Finirà che chiederanno la “par condicio” anche per ciò che pensiamo! Ciò che è strano, in Italia, è che si voglia fare tutto ciò che invece è stato proibito per legge, e che ciò che è stato, appunto, proibito debba essere anche ciò che, al contrario, ciascuno vorrebbe essere legittimato poi a fare. E si protesta perché, per il rispetto della legge, l’esercizio dello sdoppiamento della sua applicazione non venga consentito. A nulla vale eccepire che la legge l’abbiano reclamata proprio nella famiglia politica di coloro che vorrebbero disattenderla, ovvero applicarla a seconda dei casi.
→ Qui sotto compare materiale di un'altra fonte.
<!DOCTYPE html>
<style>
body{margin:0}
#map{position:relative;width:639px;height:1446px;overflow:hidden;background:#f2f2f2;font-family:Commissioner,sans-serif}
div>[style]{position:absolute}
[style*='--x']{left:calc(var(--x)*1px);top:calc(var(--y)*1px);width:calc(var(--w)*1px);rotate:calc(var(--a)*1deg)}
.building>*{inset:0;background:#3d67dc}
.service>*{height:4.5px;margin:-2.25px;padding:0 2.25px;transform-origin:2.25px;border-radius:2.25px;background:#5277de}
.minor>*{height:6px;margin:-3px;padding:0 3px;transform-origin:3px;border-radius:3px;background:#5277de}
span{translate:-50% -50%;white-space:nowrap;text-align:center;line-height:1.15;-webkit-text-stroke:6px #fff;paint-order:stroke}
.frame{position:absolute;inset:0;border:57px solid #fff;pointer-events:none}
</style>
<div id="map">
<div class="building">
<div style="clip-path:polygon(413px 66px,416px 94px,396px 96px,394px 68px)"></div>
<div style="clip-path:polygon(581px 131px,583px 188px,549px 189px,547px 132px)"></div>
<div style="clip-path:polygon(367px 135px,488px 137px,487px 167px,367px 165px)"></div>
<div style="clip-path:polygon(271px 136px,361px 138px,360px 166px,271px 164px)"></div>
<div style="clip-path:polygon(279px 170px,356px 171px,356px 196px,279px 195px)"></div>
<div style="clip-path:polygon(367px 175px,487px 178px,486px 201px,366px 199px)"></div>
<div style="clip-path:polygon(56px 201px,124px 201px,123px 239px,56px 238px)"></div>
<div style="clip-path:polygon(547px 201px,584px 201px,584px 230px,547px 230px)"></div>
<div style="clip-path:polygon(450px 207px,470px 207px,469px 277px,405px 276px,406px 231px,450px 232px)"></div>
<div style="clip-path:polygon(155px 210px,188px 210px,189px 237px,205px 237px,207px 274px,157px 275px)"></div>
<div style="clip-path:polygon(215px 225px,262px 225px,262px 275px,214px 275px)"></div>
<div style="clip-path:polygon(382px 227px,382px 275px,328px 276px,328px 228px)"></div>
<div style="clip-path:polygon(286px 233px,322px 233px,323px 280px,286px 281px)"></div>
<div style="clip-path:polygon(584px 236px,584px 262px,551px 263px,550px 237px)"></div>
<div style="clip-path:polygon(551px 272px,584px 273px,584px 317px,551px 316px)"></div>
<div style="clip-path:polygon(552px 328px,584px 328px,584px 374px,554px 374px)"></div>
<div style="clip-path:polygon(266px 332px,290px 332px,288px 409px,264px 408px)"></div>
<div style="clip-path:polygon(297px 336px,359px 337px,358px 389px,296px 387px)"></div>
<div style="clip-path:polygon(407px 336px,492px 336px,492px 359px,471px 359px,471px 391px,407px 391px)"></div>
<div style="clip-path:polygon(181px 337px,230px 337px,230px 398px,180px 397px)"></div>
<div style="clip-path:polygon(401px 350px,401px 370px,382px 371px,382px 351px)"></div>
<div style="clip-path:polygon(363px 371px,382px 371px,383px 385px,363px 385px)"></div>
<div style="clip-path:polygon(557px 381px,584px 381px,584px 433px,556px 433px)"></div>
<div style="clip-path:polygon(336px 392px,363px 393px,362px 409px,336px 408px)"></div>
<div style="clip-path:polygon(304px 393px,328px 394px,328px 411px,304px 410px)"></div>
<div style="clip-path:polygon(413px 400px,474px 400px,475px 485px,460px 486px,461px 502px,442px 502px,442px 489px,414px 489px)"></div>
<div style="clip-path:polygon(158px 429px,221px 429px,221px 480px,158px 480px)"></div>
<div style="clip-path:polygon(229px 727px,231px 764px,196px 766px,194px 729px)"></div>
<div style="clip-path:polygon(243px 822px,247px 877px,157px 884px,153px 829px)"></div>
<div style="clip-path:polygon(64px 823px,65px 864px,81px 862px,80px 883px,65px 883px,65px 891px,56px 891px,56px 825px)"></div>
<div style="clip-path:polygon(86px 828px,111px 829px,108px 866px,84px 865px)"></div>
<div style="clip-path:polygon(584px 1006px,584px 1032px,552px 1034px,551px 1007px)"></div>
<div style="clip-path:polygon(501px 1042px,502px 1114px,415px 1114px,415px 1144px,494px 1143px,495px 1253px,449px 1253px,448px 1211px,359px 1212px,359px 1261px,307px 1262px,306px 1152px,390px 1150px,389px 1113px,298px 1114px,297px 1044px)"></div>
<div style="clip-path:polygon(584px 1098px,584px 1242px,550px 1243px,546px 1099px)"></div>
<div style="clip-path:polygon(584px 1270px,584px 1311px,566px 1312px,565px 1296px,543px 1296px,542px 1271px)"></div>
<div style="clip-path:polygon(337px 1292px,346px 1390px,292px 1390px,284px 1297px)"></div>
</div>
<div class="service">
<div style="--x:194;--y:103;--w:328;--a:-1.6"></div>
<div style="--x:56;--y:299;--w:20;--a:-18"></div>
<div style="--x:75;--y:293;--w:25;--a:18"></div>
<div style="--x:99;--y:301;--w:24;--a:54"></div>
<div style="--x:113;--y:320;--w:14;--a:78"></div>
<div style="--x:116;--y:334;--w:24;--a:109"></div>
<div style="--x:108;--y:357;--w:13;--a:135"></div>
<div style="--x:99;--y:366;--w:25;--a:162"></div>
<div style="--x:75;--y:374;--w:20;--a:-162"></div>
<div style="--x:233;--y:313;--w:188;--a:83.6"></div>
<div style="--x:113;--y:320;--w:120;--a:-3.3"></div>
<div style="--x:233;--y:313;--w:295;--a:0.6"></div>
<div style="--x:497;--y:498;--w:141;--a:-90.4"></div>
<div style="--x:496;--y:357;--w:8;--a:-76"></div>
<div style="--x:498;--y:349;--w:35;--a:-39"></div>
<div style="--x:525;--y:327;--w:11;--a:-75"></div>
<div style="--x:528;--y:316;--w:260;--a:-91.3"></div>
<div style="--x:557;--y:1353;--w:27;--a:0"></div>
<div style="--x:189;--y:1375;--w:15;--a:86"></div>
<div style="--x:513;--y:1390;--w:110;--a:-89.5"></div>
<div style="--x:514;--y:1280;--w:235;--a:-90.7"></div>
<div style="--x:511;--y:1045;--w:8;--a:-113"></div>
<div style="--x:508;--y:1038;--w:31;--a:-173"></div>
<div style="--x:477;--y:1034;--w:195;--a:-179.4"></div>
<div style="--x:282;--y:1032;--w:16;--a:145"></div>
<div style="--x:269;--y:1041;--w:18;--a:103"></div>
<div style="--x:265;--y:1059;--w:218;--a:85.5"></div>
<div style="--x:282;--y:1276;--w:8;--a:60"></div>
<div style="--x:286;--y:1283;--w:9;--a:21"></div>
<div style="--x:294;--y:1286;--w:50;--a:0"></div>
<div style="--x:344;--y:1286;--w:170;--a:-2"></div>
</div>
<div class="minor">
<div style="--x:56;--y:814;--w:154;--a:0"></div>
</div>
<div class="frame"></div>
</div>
Si ha così il sospetto, non proprio vago, che ci sia una parte politica che vorrebbe proibire tutto ciò che non torni utile al proprio interesse, ma che nello stesso tempo vorrebbe che fosse consentito, solo per la propria parte, tutto ciò che, invece, sia proibito per gli altri. Si vorrebbero insomma delle leggi che, a seconda delle circostanze, fossero applicate per i nemici e violate per gli amici.
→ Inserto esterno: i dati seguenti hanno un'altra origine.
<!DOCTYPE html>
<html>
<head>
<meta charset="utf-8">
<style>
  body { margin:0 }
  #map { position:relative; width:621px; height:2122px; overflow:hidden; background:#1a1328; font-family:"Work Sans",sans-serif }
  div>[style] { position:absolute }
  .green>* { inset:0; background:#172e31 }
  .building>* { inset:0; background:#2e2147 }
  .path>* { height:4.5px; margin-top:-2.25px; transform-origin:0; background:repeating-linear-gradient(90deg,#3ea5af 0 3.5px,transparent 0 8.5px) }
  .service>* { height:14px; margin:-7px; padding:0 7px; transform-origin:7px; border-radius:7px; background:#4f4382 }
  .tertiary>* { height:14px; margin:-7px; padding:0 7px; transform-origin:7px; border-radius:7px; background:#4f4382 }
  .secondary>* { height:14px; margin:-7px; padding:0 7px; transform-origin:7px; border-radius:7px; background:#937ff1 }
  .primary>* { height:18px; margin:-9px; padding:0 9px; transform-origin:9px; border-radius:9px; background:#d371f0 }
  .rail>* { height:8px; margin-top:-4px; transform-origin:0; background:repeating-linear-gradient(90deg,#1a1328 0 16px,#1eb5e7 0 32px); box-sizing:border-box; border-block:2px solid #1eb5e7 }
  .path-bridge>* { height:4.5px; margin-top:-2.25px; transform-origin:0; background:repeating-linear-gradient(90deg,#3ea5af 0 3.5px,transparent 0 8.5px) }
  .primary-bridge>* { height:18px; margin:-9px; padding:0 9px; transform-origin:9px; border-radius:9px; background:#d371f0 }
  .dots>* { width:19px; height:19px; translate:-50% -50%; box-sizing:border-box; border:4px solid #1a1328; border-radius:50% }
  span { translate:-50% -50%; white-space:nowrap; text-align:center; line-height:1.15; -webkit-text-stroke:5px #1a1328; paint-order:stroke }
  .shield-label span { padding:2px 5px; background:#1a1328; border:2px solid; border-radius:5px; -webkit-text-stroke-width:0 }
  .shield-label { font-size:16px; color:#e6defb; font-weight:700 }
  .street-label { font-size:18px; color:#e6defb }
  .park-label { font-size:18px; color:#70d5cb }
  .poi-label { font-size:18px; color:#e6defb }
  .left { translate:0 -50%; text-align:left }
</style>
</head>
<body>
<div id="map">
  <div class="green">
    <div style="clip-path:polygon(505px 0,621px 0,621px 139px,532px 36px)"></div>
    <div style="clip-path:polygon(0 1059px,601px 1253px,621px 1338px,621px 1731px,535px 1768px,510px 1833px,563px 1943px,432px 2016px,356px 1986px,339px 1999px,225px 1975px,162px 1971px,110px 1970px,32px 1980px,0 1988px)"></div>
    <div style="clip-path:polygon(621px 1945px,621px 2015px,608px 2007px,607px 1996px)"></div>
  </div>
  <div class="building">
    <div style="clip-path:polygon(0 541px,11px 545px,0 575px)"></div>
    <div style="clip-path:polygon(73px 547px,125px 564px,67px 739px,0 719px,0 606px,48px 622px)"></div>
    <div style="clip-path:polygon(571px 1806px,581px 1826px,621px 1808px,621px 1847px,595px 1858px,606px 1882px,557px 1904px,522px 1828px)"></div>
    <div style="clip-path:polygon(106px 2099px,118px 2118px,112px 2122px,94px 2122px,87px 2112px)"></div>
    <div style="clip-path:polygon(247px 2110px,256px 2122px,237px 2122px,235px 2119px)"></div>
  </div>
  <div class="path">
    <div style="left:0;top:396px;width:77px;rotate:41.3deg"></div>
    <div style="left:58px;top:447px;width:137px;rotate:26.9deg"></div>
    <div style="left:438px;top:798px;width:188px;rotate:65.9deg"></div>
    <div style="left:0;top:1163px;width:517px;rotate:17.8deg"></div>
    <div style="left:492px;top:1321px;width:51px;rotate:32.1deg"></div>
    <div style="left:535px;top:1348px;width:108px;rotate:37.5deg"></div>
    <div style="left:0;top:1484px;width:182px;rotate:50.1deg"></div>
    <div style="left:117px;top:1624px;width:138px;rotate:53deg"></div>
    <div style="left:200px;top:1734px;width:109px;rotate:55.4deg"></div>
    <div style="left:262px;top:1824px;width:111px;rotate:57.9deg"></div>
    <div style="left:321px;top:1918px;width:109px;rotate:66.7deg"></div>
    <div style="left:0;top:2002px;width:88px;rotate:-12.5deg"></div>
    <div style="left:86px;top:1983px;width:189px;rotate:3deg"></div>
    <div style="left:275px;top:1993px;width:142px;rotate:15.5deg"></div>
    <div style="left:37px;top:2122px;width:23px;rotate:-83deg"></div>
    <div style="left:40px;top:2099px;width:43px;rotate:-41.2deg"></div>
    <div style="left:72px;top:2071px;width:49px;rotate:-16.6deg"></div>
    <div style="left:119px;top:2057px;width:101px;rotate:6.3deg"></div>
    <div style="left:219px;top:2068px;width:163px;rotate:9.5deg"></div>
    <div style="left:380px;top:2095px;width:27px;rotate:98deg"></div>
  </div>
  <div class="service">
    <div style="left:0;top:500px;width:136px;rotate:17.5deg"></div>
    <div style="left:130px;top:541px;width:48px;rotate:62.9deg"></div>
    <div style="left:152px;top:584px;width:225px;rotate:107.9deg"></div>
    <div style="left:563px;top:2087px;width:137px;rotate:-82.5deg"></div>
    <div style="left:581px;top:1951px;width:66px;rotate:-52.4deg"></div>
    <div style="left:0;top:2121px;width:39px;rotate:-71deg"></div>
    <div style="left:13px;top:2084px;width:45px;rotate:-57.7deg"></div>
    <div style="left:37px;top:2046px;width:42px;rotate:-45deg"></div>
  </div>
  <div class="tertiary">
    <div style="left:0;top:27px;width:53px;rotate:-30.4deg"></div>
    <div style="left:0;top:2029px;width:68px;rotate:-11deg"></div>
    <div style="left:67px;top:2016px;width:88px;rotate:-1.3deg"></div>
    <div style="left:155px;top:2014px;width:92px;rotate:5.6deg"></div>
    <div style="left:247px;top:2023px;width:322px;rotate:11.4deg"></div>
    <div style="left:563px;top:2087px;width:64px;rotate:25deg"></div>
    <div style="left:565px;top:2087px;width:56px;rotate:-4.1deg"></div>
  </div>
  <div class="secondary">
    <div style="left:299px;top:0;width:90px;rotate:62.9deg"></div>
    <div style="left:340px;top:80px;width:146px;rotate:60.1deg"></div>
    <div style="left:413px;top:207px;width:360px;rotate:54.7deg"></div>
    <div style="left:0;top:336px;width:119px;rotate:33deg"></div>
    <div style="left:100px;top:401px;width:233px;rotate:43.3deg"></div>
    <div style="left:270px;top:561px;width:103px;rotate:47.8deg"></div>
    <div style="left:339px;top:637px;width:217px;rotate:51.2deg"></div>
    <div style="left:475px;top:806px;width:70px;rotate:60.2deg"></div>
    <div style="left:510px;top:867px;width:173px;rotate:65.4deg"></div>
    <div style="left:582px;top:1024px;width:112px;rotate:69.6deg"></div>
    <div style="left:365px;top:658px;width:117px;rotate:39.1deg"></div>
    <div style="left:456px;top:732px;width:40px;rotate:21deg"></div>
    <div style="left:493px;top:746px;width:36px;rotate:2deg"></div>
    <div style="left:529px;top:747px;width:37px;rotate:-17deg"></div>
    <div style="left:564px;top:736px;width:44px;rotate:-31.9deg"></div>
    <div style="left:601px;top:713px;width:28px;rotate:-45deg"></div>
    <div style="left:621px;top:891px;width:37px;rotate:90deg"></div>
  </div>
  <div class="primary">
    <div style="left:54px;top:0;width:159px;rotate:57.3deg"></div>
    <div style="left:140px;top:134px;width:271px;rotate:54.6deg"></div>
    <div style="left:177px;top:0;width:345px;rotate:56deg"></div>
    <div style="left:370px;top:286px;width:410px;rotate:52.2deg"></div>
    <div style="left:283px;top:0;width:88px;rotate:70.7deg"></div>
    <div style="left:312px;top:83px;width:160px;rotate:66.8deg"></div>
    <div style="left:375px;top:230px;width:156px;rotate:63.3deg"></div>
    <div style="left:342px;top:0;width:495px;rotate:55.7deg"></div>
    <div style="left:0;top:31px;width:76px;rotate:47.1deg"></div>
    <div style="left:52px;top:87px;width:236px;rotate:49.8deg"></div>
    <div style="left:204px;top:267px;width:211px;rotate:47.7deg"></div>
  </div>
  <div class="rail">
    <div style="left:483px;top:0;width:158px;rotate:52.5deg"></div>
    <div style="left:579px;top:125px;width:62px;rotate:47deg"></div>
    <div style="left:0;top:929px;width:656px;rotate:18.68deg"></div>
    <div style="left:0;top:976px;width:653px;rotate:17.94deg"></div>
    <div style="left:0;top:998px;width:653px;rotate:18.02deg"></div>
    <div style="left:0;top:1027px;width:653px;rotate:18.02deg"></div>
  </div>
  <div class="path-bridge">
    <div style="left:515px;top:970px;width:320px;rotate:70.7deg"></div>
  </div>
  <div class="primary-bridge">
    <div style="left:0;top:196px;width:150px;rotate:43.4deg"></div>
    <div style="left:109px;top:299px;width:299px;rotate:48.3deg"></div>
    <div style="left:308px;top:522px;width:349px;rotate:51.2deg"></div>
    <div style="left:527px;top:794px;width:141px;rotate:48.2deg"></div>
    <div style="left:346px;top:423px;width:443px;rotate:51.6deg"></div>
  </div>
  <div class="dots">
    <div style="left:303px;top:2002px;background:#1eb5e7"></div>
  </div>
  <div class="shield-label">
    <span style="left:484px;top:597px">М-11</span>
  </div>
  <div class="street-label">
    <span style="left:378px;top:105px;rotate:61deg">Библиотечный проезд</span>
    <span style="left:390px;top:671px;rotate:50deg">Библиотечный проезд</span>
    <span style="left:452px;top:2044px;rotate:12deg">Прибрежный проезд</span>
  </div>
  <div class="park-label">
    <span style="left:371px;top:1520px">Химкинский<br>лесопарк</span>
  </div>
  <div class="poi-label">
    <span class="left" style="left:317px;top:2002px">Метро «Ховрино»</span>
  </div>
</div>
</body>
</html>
Ma se non riescono ad inventare leggi di questo tipo, si rifugiano in nervose giravolte e sceneggiate, come quella tra Travaglio e Santoro, con il primo che pretenderebbe, ad esempio per Annozero, una trasmissione in cui lui solo possa stabilire chi abbia il diritto di essere presente e di parlare. Su una rete televisiva del servizio pubblico, infatti, Travaglio pretenderebbe di poter leggere, senza interruzioni e repliche, il consueto bollettino delle procure e di insinuare, senza contraddittorio, le peggiori nefandezze verso la parte politica che detesta. Una sceneggiata tra i due in cui finisce che Santoro, che gli regge la coda, debba ricordargli che per par condicio, nei periodi che precedono le elezioni, debba essere dato all’altra parte l’ugual tempo di parola. Cosa evidentemente strana per i due! Il tono è quello di additare la cosa come un metodo di democrazia e di pluralismo perverso, ma imposto. Il colpo da maestro del conduttore sta nella finta spocchia di sostenere di poter far a meno della presenza in trasmissione del giornalista travagliato dai rigori della legge, se questi non è poi disposto a sottostare a questo obbligo (così bifolco) che favorisce Berlusconi.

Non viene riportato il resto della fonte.